En ce qui concerne les préjudices :

- ses pertes de gains professionnels doivent être évaluées à 15 000 euros au 30 juin 2017 ;

- elle a exposé 5 745,50 euros de frais divers, dont 3 745,50 euros de frais de déplacement et 2 000 euros de frais d'assistance par un médecin conseil ;

- elle sollicite 30 000 euros au titre de l'incidence professionnelle caractérisée par la fatigabilité et l'impossibilité d'exercer une activité en lien avec des enfants ;

- elle sollicite 6 977,50 euros au titre des périodes de déficit temporaire retenues par l'expert, 15 000 euros au titre des souffrances endurées, 2 500 euros au titre du préjudice esthétique temporaire, 56 000 euros au titre du déficit fonctionnel permanent, 2 500 euros au titre du préjudice esthétique permanent, 30 000 euros au titre du préjudice d'agrément caractérisé par l'impossibilité de toute activité sportive et 20 000 euros au titre du préjudice sexuel.

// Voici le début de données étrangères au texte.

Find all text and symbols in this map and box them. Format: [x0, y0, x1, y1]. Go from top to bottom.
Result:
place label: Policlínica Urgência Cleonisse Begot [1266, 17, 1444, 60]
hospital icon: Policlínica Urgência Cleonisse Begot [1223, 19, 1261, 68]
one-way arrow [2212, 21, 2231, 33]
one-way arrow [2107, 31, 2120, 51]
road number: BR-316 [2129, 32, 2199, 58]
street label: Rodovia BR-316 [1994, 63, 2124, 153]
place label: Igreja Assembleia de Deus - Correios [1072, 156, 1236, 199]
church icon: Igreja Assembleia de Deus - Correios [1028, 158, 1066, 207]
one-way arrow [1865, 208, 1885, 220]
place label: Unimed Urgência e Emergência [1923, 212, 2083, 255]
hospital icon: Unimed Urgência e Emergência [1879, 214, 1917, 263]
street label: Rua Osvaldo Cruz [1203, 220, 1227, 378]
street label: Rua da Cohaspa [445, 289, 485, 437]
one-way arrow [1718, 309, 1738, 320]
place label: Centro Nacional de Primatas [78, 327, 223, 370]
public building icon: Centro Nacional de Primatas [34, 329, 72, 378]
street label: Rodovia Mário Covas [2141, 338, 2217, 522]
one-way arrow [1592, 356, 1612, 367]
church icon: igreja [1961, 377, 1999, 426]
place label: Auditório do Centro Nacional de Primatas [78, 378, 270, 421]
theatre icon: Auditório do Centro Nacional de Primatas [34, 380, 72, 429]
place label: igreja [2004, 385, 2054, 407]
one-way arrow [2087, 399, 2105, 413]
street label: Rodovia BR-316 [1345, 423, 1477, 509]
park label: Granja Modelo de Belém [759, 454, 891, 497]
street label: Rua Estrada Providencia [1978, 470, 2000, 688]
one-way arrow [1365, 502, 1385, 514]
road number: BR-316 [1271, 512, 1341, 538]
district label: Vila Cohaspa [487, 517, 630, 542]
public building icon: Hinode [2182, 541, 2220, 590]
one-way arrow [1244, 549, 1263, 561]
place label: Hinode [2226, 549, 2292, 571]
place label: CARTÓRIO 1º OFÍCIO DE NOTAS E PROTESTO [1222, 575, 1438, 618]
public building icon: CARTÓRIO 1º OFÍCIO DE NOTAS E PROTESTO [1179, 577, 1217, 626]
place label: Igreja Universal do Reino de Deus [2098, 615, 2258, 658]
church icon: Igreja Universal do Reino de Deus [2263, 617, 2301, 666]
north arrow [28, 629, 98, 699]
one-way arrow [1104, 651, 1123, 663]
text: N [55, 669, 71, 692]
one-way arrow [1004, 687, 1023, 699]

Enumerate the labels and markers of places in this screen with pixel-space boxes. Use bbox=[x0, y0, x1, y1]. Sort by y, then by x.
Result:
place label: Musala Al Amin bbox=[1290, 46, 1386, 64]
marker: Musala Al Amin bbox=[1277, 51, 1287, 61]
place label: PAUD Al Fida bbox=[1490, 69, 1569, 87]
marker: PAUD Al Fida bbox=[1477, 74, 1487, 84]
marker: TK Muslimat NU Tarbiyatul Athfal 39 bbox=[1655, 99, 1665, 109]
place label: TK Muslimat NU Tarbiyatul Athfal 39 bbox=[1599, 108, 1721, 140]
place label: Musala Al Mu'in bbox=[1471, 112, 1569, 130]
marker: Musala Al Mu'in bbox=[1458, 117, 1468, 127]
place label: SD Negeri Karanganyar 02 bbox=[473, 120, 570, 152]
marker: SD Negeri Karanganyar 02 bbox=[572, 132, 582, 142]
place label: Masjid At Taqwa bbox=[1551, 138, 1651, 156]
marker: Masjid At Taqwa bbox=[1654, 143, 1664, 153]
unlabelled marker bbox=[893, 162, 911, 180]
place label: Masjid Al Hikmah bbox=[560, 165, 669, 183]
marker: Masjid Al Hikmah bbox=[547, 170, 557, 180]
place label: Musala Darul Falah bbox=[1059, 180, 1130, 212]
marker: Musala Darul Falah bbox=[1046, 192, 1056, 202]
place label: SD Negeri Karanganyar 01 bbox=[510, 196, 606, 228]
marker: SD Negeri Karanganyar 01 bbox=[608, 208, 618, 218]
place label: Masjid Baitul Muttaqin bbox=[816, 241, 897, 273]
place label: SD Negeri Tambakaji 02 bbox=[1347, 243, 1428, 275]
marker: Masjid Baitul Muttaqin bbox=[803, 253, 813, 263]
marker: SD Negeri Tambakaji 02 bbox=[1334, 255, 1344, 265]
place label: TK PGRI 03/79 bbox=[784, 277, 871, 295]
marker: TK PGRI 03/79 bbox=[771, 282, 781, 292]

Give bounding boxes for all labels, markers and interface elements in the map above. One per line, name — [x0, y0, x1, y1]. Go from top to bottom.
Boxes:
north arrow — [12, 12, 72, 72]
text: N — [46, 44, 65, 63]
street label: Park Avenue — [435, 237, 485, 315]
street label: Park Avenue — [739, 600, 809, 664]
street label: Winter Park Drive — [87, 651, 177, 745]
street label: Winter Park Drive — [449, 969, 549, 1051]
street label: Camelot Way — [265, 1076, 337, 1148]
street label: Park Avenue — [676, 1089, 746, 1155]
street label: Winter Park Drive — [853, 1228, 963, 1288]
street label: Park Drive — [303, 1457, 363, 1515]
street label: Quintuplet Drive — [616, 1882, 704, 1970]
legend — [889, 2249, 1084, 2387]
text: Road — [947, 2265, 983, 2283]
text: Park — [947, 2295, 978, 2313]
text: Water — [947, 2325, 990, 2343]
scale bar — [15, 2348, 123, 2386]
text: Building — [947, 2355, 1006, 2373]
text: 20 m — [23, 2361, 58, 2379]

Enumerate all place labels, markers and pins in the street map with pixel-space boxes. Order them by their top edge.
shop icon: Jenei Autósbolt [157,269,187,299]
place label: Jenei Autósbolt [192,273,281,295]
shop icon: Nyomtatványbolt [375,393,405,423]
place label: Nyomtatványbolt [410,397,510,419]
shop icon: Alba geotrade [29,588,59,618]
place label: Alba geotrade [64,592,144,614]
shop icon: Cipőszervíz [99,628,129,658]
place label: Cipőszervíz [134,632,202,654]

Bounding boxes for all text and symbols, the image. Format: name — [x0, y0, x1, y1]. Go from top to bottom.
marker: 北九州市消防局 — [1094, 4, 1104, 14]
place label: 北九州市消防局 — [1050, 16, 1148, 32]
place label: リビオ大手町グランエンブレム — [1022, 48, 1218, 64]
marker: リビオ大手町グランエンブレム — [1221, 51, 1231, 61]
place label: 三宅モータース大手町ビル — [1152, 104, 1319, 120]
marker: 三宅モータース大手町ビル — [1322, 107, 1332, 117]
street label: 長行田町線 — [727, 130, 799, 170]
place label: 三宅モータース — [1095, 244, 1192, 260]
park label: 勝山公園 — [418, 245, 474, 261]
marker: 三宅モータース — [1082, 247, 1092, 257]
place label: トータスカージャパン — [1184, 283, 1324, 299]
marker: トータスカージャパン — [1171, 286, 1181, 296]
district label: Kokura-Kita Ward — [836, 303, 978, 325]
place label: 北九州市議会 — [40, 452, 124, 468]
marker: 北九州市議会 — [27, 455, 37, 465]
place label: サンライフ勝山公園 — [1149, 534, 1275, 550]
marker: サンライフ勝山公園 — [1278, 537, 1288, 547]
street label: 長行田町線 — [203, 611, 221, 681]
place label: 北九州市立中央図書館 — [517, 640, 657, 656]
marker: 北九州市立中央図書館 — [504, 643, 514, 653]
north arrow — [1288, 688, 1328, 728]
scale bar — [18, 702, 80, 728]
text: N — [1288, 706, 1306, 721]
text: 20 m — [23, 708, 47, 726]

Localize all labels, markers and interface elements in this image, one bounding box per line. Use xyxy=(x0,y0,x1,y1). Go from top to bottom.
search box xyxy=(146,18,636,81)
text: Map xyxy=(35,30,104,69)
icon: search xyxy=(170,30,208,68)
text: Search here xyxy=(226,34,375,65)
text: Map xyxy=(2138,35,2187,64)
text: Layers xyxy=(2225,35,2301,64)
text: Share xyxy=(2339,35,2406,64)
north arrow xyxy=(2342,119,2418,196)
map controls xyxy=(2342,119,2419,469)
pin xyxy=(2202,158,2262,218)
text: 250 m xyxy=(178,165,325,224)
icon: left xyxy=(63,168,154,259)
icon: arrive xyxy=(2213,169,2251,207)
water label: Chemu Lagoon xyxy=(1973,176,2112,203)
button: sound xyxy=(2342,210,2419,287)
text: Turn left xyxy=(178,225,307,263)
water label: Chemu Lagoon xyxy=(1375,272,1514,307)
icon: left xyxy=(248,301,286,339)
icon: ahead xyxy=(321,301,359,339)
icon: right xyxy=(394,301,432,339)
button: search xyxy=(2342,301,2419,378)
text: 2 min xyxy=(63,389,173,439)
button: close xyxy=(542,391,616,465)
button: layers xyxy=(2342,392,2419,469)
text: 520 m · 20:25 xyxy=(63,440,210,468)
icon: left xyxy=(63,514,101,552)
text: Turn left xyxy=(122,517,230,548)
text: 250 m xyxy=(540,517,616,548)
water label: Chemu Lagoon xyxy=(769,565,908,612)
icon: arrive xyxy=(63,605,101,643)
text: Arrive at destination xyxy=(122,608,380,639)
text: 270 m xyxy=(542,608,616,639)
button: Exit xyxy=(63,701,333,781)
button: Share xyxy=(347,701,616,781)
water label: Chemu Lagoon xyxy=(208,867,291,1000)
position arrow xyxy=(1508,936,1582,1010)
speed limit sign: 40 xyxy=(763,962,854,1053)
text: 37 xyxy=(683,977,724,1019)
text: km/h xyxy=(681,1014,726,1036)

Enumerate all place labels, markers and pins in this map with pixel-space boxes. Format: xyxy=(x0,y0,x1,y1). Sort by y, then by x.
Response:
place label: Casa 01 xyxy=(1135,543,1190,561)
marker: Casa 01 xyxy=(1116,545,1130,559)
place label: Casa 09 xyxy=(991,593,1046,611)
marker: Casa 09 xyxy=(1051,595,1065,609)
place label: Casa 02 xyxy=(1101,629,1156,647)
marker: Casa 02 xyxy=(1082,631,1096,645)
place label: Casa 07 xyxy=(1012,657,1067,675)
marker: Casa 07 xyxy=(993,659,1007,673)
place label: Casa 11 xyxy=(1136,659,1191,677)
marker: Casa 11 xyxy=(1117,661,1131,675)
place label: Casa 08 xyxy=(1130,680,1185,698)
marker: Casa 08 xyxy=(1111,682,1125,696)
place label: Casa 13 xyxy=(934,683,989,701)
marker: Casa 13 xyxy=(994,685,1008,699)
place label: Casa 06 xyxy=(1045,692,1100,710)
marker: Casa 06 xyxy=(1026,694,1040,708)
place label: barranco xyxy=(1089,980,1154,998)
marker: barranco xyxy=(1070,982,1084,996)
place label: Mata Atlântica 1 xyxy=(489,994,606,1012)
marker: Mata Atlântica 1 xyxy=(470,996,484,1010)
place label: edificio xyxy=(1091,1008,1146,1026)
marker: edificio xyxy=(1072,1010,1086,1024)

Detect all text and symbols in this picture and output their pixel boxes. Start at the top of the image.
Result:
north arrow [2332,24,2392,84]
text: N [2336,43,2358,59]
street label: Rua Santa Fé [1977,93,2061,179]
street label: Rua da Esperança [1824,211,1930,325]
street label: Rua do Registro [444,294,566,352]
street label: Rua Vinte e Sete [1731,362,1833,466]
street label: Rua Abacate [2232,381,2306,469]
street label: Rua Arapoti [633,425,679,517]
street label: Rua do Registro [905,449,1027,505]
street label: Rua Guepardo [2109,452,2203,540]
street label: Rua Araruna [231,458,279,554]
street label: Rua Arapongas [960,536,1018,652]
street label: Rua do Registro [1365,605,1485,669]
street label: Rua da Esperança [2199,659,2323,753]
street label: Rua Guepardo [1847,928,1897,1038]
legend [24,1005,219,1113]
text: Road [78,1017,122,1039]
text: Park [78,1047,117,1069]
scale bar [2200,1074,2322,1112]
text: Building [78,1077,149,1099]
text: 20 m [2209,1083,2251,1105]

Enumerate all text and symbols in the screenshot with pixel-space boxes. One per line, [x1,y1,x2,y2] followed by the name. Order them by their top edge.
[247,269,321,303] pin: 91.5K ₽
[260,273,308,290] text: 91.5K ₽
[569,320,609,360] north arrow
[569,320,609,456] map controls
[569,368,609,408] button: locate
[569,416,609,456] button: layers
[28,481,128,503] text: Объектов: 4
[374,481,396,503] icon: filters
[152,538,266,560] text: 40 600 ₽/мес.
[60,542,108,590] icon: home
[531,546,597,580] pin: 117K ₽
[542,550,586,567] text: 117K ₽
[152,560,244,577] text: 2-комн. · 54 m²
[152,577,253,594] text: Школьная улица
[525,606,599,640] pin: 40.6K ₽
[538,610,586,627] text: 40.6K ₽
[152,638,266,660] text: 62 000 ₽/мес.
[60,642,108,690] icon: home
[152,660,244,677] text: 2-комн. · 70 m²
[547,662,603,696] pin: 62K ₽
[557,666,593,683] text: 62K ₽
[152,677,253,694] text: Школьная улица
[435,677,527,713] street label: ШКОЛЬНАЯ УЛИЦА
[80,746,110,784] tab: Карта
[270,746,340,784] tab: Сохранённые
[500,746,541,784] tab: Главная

Par un mémoire en défense enregistré le 27 juillet 2018, l'ONIAM, représenté par la SELARL Birot Ravaut et Associés, conclut au rejet de la requête et de la demande de Mme D..., et demande à la cour de réformer le jugement en tant qu'il a mis les frais d'expertise à sa charge, et de les mettre à la charge de Mme D....

Il fait valoir que :

- en l'absence d'intervention, le risque d'un cancer plus agressif qu'en cas d'absence d'hyperthyroïdie était de 15 à 20 %, de sorte que la dysphonie et l'état dépressif réactionnel ne sont pas notablement plus graves que les conséquences d'un cancer ; la parésie des cordes vocales, qui n'est pas une paralysie, est imputable aux particularités anatomiques de la patiente, les nerfs récurrents étant pris dans les tissus et difficiles à disséquer, de sorte que le risque n'était pas faible ; ainsi, le dommage ne présente pas un caractère anormal au regard de l'état de santé initial et de son évolution prévisible ;

- à titre subsidiaire, il résulte de l'expertise ordonnée par la CCI que les préjudices de Mme D... ne sont pas en lien direct et certain avec l'intervention du 26 mars 2012 ;

- dès lors que les conditions d'une indemnisation au titre de la solidarité nationale ne sont pas réunies et que l'expertise judiciaire n'a pas été ordonnée à son contradictoire, c'est à tort que le tribunal a mis à sa charge une somme de 1 500 euros au titre des frais d'expertise.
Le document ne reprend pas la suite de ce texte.